(Stored data)
--- START ---

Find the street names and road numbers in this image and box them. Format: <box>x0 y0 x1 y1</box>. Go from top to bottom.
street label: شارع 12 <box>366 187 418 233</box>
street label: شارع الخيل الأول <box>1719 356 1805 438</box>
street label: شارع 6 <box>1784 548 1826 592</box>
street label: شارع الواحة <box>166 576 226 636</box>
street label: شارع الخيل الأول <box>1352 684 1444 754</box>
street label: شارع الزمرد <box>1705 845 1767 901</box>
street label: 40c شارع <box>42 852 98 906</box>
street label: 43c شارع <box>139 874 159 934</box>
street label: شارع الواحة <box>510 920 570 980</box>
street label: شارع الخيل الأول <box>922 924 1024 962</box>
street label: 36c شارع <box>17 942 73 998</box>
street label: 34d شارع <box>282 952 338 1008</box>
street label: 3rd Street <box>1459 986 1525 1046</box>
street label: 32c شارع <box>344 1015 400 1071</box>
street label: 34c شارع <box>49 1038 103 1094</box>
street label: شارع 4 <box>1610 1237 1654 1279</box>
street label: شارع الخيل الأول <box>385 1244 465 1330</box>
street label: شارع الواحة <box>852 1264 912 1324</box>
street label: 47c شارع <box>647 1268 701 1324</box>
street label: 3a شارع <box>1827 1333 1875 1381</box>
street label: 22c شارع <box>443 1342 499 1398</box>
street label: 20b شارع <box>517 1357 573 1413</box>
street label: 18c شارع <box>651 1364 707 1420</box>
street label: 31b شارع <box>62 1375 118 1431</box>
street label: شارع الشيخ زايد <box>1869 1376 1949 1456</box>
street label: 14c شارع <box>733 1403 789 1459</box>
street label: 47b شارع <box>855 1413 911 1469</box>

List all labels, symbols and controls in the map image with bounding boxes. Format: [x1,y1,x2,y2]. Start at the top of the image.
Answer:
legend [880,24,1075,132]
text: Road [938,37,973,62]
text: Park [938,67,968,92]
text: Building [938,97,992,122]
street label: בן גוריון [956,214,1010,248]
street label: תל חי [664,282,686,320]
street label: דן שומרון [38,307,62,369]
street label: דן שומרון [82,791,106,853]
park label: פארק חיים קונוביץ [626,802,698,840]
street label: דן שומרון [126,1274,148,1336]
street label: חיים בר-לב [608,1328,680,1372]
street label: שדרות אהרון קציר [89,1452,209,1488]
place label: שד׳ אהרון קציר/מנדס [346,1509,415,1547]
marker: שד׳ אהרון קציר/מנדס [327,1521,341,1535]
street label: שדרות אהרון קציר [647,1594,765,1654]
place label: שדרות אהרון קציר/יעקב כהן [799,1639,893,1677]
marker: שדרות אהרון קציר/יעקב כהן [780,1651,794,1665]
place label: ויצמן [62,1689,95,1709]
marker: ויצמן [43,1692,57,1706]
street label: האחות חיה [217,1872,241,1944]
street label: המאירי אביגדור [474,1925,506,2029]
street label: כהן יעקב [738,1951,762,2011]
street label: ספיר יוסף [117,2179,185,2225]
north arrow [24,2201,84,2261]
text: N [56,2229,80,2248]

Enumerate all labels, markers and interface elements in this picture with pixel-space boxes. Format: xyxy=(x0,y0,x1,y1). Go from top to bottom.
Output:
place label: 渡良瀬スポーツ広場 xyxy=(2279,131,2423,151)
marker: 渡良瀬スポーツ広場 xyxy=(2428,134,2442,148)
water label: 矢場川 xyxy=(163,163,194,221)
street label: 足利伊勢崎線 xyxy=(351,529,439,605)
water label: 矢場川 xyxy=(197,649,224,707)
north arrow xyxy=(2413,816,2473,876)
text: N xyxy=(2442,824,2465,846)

--- END ---

#### What you are asked to do
The records must each be output verbatim, with nothing left out.

#### Output
Find the street names and road numbers in this image and box them. Format: <box>x0 y0 x1 y1</box>. Go from top to bottom.
street label: شارع 12 <box>366 187 418 233</box>
street label: شارع الخيل الأول <box>1719 356 1805 438</box>
street label: شارع 6 <box>1784 548 1826 592</box>
street label: شارع الواحة <box>166 576 226 636</box>
street label: شارع الخيل الأول <box>1352 684 1444 754</box>
street label: شارع الزمرد <box>1705 845 1767 901</box>
street label: 40c شارع <box>42 852 98 906</box>
street label: 43c شارع <box>139 874 159 934</box>
street label: شارع الواحة <box>510 920 570 980</box>
street label: شارع الخيل الأول <box>922 924 1024 962</box>
street label: 36c شارع <box>17 942 73 998</box>
street label: 34d شارع <box>282 952 338 1008</box>
street label: 3rd Street <box>1459 986 1525 1046</box>
street label: 32c شارع <box>344 1015 400 1071</box>
street label: 34c شارع <box>49 1038 103 1094</box>
street label: شارع 4 <box>1610 1237 1654 1279</box>
street label: شارع الخيل الأول <box>385 1244 465 1330</box>
street label: شارع الواحة <box>852 1264 912 1324</box>
street label: 47c شارع <box>647 1268 701 1324</box>
street label: 3a شارع <box>1827 1333 1875 1381</box>
street label: 22c شارع <box>443 1342 499 1398</box>
street label: 20b شارع <box>517 1357 573 1413</box>
street label: 18c شارع <box>651 1364 707 1420</box>
street label: 31b شارع <box>62 1375 118 1431</box>
street label: شارع الشيخ زايد <box>1869 1376 1949 1456</box>
street label: 14c شارع <box>733 1403 789 1459</box>
street label: 47b شارع <box>855 1413 911 1469</box>

List all labels, symbols and controls in the map image with bounding boxes. Format: [x1,y1,x2,y2]. Start at the top of the image.
Answer:
legend [880,24,1075,132]
text: Road [938,37,973,62]
text: Park [938,67,968,92]
text: Building [938,97,992,122]
street label: בן גוריון [956,214,1010,248]
street label: תל חי [664,282,686,320]
street label: דן שומרון [38,307,62,369]
street label: דן שומרון [82,791,106,853]
park label: פארק חיים קונוביץ [626,802,698,840]
street label: דן שומרון [126,1274,148,1336]
street label: חיים בר-לב [608,1328,680,1372]
street label: שדרות אהרון קציר [89,1452,209,1488]
place label: שד׳ אהרון קציר/מנדס [346,1509,415,1547]
marker: שד׳ אהרון קציר/מנדס [327,1521,341,1535]
street label: שדרות אהרון קציר [647,1594,765,1654]
place label: שדרות אהרון קציר/יעקב כהן [799,1639,893,1677]
marker: שדרות אהרון קציר/יעקב כהן [780,1651,794,1665]
place label: ויצמן [62,1689,95,1709]
marker: ויצמן [43,1692,57,1706]
street label: האחות חיה [217,1872,241,1944]
street label: המאירי אביגדור [474,1925,506,2029]
street label: כהן יעקב [738,1951,762,2011]
street label: ספיר יוסף [117,2179,185,2225]
north arrow [24,2201,84,2261]
text: N [56,2229,80,2248]

Enumerate all labels, markers and interface elements in this picture with pixel-space boxes. Format: xyxy=(x0,y0,x1,y1). Go from top to bottom.
Output:
place label: 渡良瀬スポーツ広場 xyxy=(2279,131,2423,151)
marker: 渡良瀬スポーツ広場 xyxy=(2428,134,2442,148)
water label: 矢場川 xyxy=(163,163,194,221)
street label: 足利伊勢崎線 xyxy=(351,529,439,605)
water label: 矢場川 xyxy=(197,649,224,707)
north arrow xyxy=(2413,816,2473,876)
text: N xyxy=(2442,824,2465,846)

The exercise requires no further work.